Changelog

Subscribe to stay up to date on what we're shipping. No spam, just changelogs.

June 2025 (v25.6 series)

v25.6.1 (4 June 2025)

  • Per-extension schemas: All extensions (parquet, csv, iceberg) now create schemas containing scalar, aggregate, and table functions exported by that extension.

    For often used functions (read_parquet, read_csv), aliases are added to the default schema for convenience and continue to work as normal. Less often used functions have been moved out of the default schema and into the extension specific schema. For example, parquet_column_metadata is now parquet.column_metadata.

Behavior changes

  • All Parquet and Iceberg "metadata" functions have moved.

    • parquet_file_metadata is now parquet.file_metadata
    • parquet_rowgroup_metadata is now parquet.rowgroup_metadata
    • parquet_column_metadata is now parquet.column_metadata
    • iceberg_metadata is now iceberg.metadata
    • iceberg_snapshots is now iceberg.snapshots
    • iceberg_manifest_list is now iceberg.manifest_list
    • iceberg_data_files is now iceberg.data_files
  • read_csv and scan_csv now alias to csv.read with no functional change.

  • read_parquet and scan_parquet now alias to parquet.read with no functional change.

v25.6.0 (3 June 2025)

  • Initial metadata functions for Iceberg: Added functions for reading Iceberg table metadata:

    • iceberg_metadata: Read top-level table metadata.
    • iceberg_manifest_list: Read the manifest list for a specific table version.
    • iceberg_data_files: List info about the data files for a table.

    Behavior and columns returned for these functions are subject to change as Iceberg integration moves forward.

  • Additional scalar functions: New functions regexp_instr, sign, factorial have been added.

Behavior changes

  • New alias_of column in list_functions: An alias_of column has been added to the list_functions table function for showing if a function is just an alias to another function.

    Function reference docs are generated from the output of list_functions, so we're now able label function aliases as appropriate.

May 2025 (v25.5 series)

v25.5.13 (31 May 2025)

  • Additional string functions: Added translate, replace, split_part, and md5 functions for strings.

    Introduced POSITION(substring IN string) syntax as an alternative to the existing strpos function.

  • Additional approximate aggregate function: Added an approx_quantile aggregate function for approximating values at specific quantiles.
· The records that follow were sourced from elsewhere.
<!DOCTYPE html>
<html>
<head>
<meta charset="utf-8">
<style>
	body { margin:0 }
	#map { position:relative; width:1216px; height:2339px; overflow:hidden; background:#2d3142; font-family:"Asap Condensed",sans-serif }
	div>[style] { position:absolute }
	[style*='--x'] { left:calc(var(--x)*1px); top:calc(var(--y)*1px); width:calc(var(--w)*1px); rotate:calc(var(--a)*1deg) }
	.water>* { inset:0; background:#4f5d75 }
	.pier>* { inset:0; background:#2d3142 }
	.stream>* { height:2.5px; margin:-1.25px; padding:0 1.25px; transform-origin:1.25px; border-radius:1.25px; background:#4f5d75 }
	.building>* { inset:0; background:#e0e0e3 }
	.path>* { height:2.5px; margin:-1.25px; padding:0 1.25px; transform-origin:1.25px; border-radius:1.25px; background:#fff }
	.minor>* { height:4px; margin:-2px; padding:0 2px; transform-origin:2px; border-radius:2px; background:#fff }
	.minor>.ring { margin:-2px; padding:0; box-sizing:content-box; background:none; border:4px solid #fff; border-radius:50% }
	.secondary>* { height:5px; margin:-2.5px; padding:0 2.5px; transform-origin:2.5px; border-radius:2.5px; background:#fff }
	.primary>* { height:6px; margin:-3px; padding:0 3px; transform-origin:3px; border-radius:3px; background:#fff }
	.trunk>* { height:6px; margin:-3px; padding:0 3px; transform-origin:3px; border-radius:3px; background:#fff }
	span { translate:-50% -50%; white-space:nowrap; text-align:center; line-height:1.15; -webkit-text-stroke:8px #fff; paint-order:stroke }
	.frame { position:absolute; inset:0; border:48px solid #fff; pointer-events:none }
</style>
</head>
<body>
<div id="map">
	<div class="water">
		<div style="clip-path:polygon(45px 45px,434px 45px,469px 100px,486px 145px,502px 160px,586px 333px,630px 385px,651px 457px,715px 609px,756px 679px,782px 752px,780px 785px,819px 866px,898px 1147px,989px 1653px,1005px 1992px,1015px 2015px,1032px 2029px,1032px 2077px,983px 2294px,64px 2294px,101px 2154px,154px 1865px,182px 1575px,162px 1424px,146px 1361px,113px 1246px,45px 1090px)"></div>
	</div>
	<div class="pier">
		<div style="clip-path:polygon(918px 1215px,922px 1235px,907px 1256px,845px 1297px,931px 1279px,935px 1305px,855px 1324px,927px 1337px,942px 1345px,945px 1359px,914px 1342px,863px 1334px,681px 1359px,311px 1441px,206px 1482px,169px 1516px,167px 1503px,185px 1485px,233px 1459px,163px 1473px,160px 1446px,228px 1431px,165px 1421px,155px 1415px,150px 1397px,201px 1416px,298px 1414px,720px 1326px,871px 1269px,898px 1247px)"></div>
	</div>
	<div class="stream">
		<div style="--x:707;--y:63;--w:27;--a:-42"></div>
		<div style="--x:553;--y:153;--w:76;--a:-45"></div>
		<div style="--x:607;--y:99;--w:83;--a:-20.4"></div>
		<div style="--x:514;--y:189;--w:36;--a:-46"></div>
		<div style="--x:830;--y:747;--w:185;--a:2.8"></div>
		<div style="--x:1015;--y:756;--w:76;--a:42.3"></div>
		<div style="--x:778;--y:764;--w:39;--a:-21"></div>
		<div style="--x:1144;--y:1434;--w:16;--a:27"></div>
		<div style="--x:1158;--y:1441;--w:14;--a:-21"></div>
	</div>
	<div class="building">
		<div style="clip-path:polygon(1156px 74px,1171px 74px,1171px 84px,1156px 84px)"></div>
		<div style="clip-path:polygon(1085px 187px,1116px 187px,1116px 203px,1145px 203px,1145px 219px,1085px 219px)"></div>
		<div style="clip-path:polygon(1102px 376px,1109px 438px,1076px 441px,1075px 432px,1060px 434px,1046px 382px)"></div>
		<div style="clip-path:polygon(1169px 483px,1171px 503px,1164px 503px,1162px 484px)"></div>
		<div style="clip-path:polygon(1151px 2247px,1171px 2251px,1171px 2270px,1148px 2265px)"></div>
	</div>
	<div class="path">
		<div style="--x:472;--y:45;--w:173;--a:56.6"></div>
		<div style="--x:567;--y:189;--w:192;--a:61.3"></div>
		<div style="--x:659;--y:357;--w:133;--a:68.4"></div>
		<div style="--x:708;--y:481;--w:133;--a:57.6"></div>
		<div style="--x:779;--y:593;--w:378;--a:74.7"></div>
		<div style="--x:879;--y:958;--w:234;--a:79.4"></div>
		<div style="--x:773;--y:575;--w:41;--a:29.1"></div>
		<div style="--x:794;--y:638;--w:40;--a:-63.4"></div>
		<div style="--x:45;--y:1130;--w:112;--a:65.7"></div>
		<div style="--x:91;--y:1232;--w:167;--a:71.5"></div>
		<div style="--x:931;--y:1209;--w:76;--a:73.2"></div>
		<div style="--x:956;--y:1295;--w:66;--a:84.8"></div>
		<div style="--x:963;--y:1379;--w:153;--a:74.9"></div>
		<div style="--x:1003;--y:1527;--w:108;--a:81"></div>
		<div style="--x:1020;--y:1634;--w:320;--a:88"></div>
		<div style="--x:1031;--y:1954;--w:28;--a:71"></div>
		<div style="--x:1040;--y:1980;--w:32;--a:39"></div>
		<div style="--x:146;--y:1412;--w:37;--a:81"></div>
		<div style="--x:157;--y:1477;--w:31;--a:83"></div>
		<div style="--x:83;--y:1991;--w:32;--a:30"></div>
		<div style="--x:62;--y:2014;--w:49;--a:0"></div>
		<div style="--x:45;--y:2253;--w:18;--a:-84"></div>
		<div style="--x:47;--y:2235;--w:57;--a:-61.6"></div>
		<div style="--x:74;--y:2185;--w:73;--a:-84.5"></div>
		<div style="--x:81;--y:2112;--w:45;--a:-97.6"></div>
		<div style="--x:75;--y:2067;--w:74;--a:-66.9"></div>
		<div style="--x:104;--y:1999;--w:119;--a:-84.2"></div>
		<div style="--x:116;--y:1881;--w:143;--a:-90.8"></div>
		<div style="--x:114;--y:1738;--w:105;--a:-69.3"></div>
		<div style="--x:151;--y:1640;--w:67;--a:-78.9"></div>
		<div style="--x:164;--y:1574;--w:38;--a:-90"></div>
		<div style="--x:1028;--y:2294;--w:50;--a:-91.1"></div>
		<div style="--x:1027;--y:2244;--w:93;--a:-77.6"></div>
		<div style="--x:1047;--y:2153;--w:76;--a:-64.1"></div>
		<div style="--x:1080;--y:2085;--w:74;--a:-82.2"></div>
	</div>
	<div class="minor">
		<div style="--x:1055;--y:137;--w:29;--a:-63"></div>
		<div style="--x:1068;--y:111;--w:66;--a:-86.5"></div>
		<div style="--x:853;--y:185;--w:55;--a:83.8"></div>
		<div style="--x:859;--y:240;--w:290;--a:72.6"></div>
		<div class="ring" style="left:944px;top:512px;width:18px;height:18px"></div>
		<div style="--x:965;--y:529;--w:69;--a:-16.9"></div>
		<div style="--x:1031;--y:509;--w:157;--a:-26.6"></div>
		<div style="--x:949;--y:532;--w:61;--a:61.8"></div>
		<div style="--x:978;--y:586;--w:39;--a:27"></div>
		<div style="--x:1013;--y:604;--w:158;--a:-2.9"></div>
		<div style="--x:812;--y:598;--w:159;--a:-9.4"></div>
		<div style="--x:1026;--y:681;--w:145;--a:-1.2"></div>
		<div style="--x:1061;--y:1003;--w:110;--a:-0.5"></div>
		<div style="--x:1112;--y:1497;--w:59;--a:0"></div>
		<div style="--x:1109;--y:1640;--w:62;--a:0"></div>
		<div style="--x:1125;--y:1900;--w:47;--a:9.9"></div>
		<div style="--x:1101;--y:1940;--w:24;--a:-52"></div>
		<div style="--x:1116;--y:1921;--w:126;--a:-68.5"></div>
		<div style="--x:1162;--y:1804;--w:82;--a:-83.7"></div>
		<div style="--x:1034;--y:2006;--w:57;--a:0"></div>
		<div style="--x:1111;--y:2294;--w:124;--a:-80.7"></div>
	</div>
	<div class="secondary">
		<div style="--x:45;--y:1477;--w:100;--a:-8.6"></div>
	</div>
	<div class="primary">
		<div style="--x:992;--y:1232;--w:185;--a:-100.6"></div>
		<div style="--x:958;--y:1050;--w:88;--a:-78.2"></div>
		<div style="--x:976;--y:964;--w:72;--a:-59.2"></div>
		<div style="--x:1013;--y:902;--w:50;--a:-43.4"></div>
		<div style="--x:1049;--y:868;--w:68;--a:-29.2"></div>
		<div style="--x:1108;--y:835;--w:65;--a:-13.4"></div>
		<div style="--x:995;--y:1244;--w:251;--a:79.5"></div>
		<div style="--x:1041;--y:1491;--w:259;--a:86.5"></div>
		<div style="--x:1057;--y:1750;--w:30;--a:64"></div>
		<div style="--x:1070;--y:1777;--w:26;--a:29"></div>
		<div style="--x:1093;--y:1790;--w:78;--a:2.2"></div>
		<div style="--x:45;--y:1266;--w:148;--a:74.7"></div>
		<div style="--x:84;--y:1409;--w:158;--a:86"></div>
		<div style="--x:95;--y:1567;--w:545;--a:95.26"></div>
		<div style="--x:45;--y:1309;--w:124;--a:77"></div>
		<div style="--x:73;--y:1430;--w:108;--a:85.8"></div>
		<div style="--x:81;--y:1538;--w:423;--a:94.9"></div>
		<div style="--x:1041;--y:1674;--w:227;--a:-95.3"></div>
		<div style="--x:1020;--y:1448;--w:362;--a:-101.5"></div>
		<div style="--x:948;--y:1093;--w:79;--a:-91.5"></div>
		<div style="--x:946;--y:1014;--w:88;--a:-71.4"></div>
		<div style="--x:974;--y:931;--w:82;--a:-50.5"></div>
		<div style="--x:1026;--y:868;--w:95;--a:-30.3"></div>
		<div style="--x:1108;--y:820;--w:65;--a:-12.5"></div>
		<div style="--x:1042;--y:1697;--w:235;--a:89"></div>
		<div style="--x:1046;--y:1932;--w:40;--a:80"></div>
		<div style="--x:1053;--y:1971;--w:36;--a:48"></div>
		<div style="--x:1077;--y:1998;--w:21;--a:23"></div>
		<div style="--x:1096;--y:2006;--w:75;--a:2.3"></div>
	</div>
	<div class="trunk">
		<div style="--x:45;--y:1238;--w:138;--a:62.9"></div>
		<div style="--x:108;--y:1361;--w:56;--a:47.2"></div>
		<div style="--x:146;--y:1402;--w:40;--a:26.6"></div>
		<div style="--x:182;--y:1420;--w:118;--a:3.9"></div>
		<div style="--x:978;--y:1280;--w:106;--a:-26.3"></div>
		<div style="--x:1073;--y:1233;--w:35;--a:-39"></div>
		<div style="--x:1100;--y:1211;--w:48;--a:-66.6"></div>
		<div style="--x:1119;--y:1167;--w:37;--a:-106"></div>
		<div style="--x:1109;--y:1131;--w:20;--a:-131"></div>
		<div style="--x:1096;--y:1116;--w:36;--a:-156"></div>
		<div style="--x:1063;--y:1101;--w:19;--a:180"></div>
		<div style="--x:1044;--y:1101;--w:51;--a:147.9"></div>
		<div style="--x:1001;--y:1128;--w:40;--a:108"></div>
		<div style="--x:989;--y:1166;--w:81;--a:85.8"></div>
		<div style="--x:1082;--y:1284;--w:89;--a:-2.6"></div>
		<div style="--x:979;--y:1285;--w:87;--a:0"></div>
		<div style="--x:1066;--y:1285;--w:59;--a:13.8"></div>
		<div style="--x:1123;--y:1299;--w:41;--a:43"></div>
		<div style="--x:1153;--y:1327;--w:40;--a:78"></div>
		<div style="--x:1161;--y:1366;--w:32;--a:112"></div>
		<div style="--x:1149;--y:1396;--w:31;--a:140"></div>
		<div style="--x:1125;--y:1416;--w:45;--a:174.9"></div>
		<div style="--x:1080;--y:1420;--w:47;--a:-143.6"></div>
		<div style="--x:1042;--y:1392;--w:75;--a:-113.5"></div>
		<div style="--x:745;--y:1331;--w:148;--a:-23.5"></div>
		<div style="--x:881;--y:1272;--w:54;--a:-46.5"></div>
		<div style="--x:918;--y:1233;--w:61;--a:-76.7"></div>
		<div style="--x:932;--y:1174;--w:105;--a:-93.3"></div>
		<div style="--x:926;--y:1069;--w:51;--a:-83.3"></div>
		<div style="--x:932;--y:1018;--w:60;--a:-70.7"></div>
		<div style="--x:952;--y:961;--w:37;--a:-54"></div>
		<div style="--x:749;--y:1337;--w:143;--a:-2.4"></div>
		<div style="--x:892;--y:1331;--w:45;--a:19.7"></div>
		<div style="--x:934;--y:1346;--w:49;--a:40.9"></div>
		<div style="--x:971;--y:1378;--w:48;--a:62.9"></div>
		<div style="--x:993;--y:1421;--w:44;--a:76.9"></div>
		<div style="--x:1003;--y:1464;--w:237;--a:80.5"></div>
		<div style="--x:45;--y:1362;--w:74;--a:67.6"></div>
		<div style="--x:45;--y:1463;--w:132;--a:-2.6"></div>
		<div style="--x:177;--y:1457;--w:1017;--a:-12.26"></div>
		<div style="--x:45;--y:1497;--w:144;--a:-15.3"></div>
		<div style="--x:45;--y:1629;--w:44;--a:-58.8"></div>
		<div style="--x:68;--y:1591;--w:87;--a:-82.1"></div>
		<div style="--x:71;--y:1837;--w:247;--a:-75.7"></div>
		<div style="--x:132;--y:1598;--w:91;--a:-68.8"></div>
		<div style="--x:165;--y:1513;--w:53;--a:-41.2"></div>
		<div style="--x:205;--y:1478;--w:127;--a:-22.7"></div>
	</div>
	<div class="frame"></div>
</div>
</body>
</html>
For example, to get the approximate 75th-percentile for my_numeric_column:

    SELECT approx_quantile(my_numeric_column, 0.75) FROM my_table;
    

    Also added approx_unique as an alias to approx_count_distinct for easier discoverability.

v25.5.12 (29 May 2025)

  • Infer function to use for TSV files: TSV files can be queried directly without the need to specify a table function:

    SELECT * FROM 'data.tsv';
    

    This will use read_csv to read the file (read_csv will detect the use of tab as the delimiter automatically).

    A motivation for this was for easily querying automated benchmark results that are uploaded to GCS:

    SELECT _filename, * FROM 'gs://glaredb-bench/results/main/**/results-*.tsv';
    
  • Use u64 instead of usize for file lengths internally: This ensures we're able to read larger files on 32-bit systems (WebAssembly).

    For example, querying a 14GB parquet file using WebAssembly will now work:

    SELECT count(*) FROM 'gs://glaredb-bench/data/clickbench/hits.parquet';
    

    Note that the WebAssembly environment is more resource constrained than when running the native binary, including lack of multi-threading and limited available memory. Complex queries may run more slowly than when using CLI.

v25.5.11 (24 May 2025)

  • Provide list of files to read: The previous release added the ability to read multiple files at once by using glob patterns. This release builds on that feature by allowing a list of files to be provided as an alternative to the glob syntax.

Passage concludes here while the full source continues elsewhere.